These connections should be capable of transmitting torque loads of high magnitude in either direction with minimum rotative and axial play between the shaft members and valve element. Ideally the connections should provide for such torque transmission while minimizing the consequent reduction in torque-carrying capacity of the shaft members. It is also desirable that the connections be designed so that the shaft members, valve element, and associated parts can be easily and inexpensively manufactured with conventional equipment and so that the apparatus can be easily assembled and disassembled.

In conventional trunnion-mounted valve elements, the trunnions or shaft members are usually fixed to the valve element either by pins or by some type of key. In the pinned type of connection, the pin extends through bores in the shaft member and valve element respectively. It is necessary not only that these bore be perfectly aligned but also that there be an extremely tight fit between the pin and the bores.

Thus very close tolerances and/or machining of the parts during assembly are required resulting in high cost and inconvenience in the use of the pinned type of connection.

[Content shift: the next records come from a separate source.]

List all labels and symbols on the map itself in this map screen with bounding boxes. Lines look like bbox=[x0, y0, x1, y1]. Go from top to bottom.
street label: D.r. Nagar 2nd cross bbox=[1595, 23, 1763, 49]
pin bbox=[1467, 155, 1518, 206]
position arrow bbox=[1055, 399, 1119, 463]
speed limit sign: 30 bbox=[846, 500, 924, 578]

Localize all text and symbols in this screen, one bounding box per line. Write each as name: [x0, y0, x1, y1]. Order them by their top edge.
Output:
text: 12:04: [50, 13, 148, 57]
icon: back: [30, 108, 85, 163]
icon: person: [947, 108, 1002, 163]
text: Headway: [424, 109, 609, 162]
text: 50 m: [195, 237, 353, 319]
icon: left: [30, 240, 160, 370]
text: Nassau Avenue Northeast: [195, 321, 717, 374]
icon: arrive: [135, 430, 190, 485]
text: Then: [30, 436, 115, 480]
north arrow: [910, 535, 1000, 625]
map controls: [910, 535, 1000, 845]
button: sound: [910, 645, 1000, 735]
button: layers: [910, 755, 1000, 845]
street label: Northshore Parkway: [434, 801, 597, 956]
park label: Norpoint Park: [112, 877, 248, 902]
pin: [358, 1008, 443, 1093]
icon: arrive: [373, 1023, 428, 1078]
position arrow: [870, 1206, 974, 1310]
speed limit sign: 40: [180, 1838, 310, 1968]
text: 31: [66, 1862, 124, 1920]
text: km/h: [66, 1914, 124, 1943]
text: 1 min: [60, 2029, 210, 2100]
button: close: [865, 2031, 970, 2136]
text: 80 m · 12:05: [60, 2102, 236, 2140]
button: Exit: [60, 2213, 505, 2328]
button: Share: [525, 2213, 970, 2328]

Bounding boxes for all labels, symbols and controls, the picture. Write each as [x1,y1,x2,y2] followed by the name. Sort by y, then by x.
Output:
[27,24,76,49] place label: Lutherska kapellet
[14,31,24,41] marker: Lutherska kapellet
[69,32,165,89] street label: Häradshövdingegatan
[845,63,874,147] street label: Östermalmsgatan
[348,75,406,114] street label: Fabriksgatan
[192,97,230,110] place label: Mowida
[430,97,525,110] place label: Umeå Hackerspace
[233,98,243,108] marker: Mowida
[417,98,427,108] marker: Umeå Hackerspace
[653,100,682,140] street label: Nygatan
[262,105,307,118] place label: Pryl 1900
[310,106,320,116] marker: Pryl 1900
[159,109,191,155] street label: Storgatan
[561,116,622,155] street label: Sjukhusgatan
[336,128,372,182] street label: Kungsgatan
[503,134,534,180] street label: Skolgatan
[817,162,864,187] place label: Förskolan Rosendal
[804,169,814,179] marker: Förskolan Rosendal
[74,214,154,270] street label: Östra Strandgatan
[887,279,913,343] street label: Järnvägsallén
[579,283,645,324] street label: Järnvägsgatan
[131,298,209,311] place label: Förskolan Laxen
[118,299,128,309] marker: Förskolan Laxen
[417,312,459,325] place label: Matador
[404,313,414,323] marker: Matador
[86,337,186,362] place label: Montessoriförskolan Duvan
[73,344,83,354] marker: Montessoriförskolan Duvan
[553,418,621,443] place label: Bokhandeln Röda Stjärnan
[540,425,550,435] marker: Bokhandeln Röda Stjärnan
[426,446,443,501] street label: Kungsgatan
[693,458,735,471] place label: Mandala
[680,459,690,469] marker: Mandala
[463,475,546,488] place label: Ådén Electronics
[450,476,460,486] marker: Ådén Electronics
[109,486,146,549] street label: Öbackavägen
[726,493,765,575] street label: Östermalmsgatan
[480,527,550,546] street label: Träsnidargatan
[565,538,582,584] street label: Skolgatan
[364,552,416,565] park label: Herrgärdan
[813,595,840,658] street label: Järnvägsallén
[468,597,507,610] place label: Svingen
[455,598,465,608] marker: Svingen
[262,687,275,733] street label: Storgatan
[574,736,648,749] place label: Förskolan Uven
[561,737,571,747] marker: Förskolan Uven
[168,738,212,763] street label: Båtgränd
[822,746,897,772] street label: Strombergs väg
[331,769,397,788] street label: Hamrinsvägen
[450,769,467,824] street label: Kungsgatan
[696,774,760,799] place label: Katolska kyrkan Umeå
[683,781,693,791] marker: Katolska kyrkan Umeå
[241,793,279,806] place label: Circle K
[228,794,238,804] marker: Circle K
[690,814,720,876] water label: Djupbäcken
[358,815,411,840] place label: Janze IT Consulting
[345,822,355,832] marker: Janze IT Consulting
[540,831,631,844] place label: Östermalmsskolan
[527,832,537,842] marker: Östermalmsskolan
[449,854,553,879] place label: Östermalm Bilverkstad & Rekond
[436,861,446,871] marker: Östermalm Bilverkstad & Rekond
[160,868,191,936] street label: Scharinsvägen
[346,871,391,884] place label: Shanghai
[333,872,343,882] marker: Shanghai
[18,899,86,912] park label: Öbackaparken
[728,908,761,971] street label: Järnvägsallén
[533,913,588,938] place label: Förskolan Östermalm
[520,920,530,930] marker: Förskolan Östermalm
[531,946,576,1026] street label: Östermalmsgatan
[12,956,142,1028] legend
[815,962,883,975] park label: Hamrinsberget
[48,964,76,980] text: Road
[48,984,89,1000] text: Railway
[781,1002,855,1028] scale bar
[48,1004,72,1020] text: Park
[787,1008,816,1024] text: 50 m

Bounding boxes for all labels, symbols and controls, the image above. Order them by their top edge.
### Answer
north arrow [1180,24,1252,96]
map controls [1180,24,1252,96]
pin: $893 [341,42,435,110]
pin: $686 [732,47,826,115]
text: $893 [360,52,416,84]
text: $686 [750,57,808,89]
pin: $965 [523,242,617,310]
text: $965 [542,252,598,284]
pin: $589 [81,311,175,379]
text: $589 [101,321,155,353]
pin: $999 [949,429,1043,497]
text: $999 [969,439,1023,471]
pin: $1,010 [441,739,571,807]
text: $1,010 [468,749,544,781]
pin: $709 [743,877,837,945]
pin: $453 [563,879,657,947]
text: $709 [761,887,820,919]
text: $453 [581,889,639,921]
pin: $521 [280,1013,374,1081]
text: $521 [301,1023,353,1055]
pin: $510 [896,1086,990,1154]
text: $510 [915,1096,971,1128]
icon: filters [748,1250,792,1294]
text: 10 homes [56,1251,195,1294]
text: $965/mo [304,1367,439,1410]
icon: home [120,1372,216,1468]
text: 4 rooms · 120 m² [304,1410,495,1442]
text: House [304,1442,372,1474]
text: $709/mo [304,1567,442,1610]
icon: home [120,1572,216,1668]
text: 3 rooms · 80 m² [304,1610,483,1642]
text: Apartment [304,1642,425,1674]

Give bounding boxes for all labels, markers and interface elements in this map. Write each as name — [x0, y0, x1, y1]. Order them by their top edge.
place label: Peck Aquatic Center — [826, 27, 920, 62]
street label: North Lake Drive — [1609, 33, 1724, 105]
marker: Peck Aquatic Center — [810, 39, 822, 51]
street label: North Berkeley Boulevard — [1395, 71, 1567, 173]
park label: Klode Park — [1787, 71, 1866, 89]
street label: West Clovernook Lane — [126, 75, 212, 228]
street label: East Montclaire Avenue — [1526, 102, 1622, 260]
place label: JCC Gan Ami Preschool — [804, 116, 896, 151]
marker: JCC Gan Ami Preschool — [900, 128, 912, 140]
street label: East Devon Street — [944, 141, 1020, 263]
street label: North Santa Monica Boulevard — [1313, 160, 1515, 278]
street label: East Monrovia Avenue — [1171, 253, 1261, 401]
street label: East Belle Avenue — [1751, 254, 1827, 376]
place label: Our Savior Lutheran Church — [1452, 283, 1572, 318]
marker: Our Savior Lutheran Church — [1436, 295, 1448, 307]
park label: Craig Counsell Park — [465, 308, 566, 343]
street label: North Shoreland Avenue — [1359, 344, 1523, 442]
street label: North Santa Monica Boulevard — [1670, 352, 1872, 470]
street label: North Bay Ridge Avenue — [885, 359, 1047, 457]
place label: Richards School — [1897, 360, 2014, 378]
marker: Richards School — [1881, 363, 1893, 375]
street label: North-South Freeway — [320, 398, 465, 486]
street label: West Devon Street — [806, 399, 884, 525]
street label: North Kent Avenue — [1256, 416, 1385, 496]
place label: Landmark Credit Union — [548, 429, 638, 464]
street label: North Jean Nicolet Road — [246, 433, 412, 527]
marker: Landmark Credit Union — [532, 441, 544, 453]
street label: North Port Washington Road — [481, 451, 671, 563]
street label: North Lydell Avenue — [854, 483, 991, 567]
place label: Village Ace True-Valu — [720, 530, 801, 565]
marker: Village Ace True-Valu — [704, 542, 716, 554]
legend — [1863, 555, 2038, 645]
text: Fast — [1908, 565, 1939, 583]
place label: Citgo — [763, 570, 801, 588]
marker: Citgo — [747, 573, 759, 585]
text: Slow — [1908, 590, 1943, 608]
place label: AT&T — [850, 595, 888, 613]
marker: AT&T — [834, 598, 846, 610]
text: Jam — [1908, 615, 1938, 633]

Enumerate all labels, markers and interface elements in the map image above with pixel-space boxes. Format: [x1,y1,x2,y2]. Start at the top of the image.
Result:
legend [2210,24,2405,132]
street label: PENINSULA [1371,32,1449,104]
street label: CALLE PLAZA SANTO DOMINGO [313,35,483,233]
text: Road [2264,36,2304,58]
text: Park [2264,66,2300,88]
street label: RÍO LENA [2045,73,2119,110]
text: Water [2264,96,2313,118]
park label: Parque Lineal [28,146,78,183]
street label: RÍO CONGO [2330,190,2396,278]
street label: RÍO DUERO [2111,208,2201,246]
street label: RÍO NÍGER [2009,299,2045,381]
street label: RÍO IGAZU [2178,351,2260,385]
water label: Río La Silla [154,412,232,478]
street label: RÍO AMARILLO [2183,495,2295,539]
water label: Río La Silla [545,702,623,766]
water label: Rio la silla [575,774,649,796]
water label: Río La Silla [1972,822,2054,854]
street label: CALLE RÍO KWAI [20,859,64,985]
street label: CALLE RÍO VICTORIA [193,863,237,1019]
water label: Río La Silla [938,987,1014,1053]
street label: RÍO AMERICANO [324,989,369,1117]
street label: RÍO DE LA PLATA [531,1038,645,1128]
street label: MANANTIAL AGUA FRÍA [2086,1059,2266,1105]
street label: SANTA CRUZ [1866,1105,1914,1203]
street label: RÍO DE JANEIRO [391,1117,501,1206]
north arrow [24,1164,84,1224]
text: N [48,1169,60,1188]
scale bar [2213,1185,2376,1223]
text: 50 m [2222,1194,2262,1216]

In the keyed type of connection, on the other hand, the shaft member must be machined to receive the key. This may involve altering the circular cross-sectional configuration of one section of the shaft to make it square, hexagonal, double D, or the like. Alternatively, a slot may be cut in the shaft member to receive the key. In either case, a substantial amount of metal is removed from the shaft member in the machined section diminishing its crosssectional area. This in turn drastically reduces the torsional strength or torque carrying capacity of the shaft member. For example, by machining a shaft section from circular to square cross-sectional configuration, its torsional strength is reduced by over sixty percent.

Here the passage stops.